Our model on how inflammatory responses to blood-stage Plasmodium parasites inhibit the differentiation of a population named T follicular helper cells that are pivotal in the induction of antibody responses to infection.
When a person is exposed to a pathogen, the immune system attempts to mount a defence against it. When the defence is successful, immunity results. In the process of developing immunity, the body produces substances known as antibodies against a specific germ and creates a “memory” of this experience that can be called upon for protection, when needed many months or years later. The next time the person encounters that pathogen, the antibodies that circulate in the bloodstream prevent it from causing disease and eliminate the germ from the body.

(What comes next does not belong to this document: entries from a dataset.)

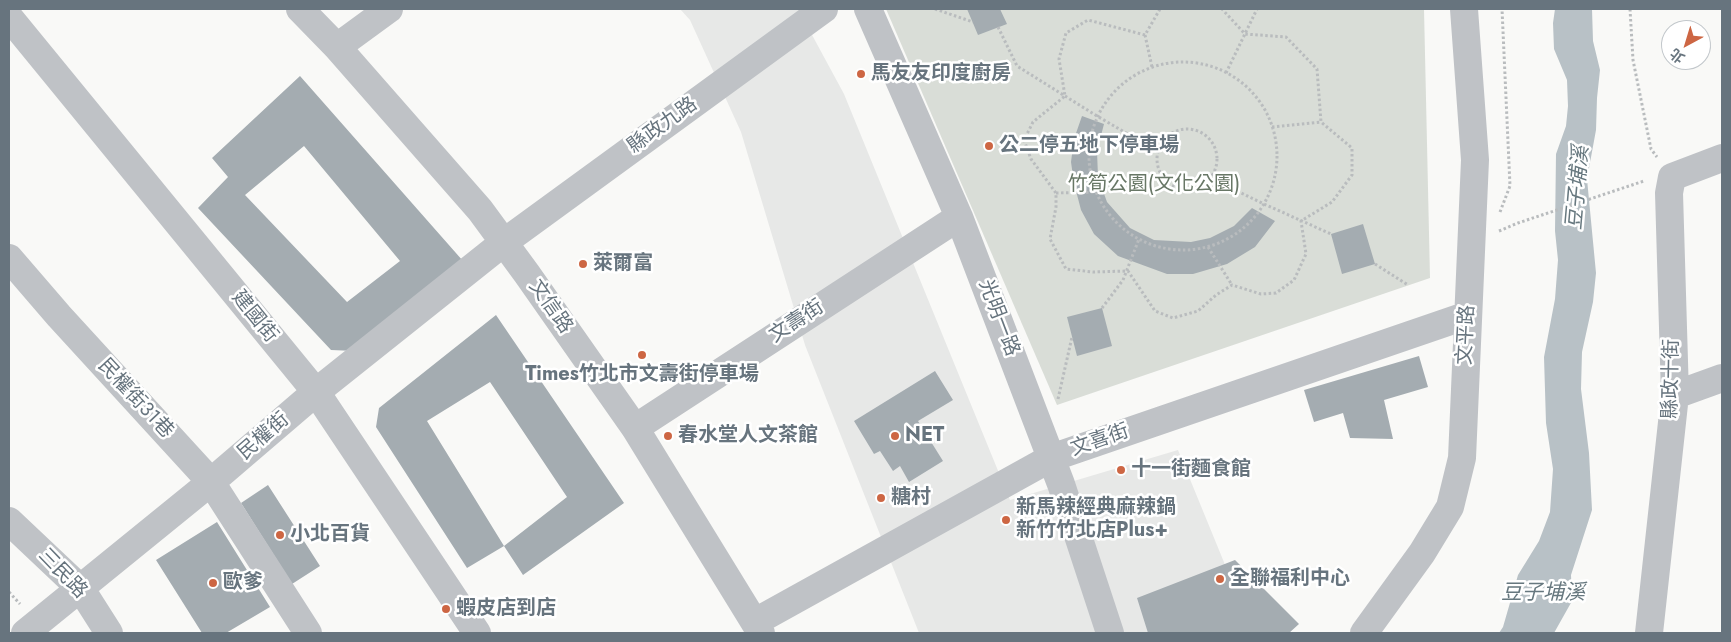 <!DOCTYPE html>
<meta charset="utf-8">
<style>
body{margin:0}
#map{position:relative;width:1731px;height:642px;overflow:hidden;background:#f9f9f7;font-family:Jost,"Noto Sans TC",sans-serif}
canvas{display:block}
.frame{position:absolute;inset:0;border:10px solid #67747e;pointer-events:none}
.north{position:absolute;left:1661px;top:20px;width:50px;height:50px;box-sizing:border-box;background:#fff;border:1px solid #c2c7cb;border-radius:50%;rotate:219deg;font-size:14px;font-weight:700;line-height:20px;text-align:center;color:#67747e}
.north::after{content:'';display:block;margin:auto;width:18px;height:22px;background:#cd6643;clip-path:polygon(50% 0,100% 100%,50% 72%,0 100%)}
</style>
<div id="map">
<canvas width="1731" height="642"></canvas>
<div class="frame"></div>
<div class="north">北</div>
</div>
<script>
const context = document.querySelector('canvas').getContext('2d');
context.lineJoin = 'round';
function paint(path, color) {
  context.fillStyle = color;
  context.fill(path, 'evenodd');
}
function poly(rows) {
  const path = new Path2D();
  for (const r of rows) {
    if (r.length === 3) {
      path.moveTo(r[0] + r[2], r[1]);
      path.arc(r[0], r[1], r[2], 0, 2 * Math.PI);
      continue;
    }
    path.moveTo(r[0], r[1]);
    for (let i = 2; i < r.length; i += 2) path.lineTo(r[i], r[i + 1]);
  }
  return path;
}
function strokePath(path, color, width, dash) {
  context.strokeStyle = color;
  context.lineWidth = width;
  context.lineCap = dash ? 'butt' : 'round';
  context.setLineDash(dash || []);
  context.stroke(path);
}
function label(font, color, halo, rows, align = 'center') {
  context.font = font + ' Jost,"Noto Sans TC",sans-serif';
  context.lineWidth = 5;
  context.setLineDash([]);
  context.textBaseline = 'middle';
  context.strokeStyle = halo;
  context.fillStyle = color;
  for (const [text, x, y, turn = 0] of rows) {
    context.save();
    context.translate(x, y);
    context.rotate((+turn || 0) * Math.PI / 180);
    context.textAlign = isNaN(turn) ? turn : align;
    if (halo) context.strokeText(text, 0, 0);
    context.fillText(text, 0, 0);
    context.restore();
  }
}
paint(poly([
 [680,9,798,9,844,94,1010,500,1178,450,1253,633,919,633,805,345,741,132,690,20]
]), '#e7e8e7');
paint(poly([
 [886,9,1424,9,1430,278,1057,405]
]), '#d9ddd7');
paint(poly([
 [1555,9,1592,9,1593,41,1600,70,1597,98,1596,130,1587,179,1596,273,1593,302,1582,352,1581,389,1589,453,1592,510,1571,575,1572,601,1554,633,1499,633,1503,627,1518,575,1539,541,1550,512,1553,469,1546,423,1544,357,1555,299,1558,260,1555,231,1556,154,1566,126,1568,106,1567,80,1554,49,1553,23]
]), '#b8c1c6');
paint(poly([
 [967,9,1000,9,1007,24,978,35],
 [300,76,463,261,355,351,331,350,198,208,228,177,212,158],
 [304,146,400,261,347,302,245,195],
 [1082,116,1104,124,1097,151,1098,177,1107,202,1130,228,1154,240,1191,242,1210,238,1234,226,1252,208,1275,221,1255,247,1227,264,1193,274,1167,274,1118,256,1094,234,1081,210,1074,183,1071,162,1074,139],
 [1363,224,1375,264,1342,274,1331,234],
 [1102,308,1112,346,1077,356,1067,317],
 [496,315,624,503,523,575,504,546,567,497,490,382,427,421,504,546,467,568,376,427,379,408],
 [1419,356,1428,387,1384,400,1393,439,1350,438,1343,413,1314,422,1304,390],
 [935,371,953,400,918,421,943,461,909,482,900,466,893,471,880,451,874,454,854,421],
 [268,485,320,566,292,584,241,503],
 [217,522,270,607,226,633,202,633,156,560],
 [1235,560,1299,624,1289,633,1148,633,1137,598]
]), '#a4acb1');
strokePath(poly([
 [935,9,973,22],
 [1160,9,1145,35,1088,20,1066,33,1059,59,1065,96,1033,122,1024,140,1031,159,1056,193,1056,207,1050,239,1066,269,1093,272,1128,271,1155,311,1173,318,1198,311,1216,295,1232,285,1261,294,1276,293,1294,280,1306,254,1301,221,1332,202,1352,175,1352,148,1321,122,1317,69,1286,37,1245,34,1222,9],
 [1630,9,1633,60,1651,149,1657,157],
 [998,27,1017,66,1097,116,1157,151],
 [1145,35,1152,67],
 [1183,156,94],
 [1226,73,1257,9],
 [1272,127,1321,122],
 [1187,159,30],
 [1210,178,1264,204,1331,234],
 [1056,193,1096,192],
 [1500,212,1510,186,1502,9],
 [1499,231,1518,223,1644,181],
 [1208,247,1232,285],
 [1375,264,1408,285],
 [1102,308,1123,280,1139,239],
 [1058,399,1072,337],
 [9,592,20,604]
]), '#b9bcbe', 3, [2.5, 2.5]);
strokePath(poly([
 [300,9,337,47,480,210,527,274,635,428,761,633],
 [868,9,959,217,1061,484,1110,633],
 [9,17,316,392,477,633],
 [337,47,389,9],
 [9,258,59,316,211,482,308,633],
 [1675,395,1722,378],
 [635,428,959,217],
 [9,521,81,589,109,633],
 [755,622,1051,458,1468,315],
 [25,633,211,482,316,392,503,243,824,9],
 [1364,633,1422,553,1450,507,1462,458,1475,160,1464,9],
 [1649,633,1675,395,1669,193,1672,177,1722,158]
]), '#bfc2c6', 28);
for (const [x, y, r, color] of [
 [861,74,5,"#cd6643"],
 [989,146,5,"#cd6643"],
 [583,264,5,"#cd6643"],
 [642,355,5,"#cd6643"],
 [668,436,5,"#cd6643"],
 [895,436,5,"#cd6643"],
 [1121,470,5,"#cd6643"],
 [881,498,5,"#cd6643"],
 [1006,520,5,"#cd6643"],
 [280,535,5,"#cd6643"],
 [1220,579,5,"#cd6643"],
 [213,583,5,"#cd6643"],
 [446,609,5,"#cd6643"]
]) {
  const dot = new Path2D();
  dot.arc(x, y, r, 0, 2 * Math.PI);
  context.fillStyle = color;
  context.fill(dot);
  strokePath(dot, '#fff', 2);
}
label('bold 20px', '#67747e', '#fff', [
 ["馬友友印度廚房",871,74],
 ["公二停五地下停車場",999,146],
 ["萊爾富",593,264],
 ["Times竹北市文壽街停車場",642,375,"center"],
 ["春水堂人文茶館",678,436],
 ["NET",905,436],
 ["十一街麵食館",1131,470],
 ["糖村",891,498],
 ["新馬辣經典麻辣鍋",1016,508],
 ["新竹竹北店Plus+",1016,531],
 ["小北百貨",290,535],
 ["全聯福利中心",1230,579],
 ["歐爹",223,583],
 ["蝦皮店到店",456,609]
], 'left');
label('20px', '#67747e', '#fff', [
 ["縣政九路",663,126,-36],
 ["文信路",550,307,55],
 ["建國街",254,317,51],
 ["光明一路",998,318,69],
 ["文壽街",797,322,-33],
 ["文平路",1467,335,-87],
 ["縣政十街",1672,379,-89],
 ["民權街31巷",135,399,47],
 ["民權街",264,437,-41],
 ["文喜街",1100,441,-19],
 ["三民路",62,574,46]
]);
label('20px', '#687766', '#fff', [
 ["竹筍公園(文化公園)",1154,185]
]);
label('italic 21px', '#67787f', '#fff', [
 ["豆子埔溪",1579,188,-85],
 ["豆子埔溪",1543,594]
]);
</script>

Unlike other infections in which one single encounter with the pathogen is enough to induce long-lasting protection, immunity to malaria might take decades to develop in endemic areas. The Hansen Lab investigates mechanisms by which Plasmodium infections prevent the acquisition of immunity. This work is undertaken in order to design therapeutic approaches to improve the induction immune responses to the Plasmodium parasite, including effective anti-malaria vaccines.
Clinical immunity to malaria is largely dependent on effective antibody responses. In collaboration with partners in malaria-endemic countries, our group investigates how the induction of antibody-mediated immunity is dysregulated during symptomatic malaria and how constant exposure to Plasmodium parasites over time modulates the development of these responses.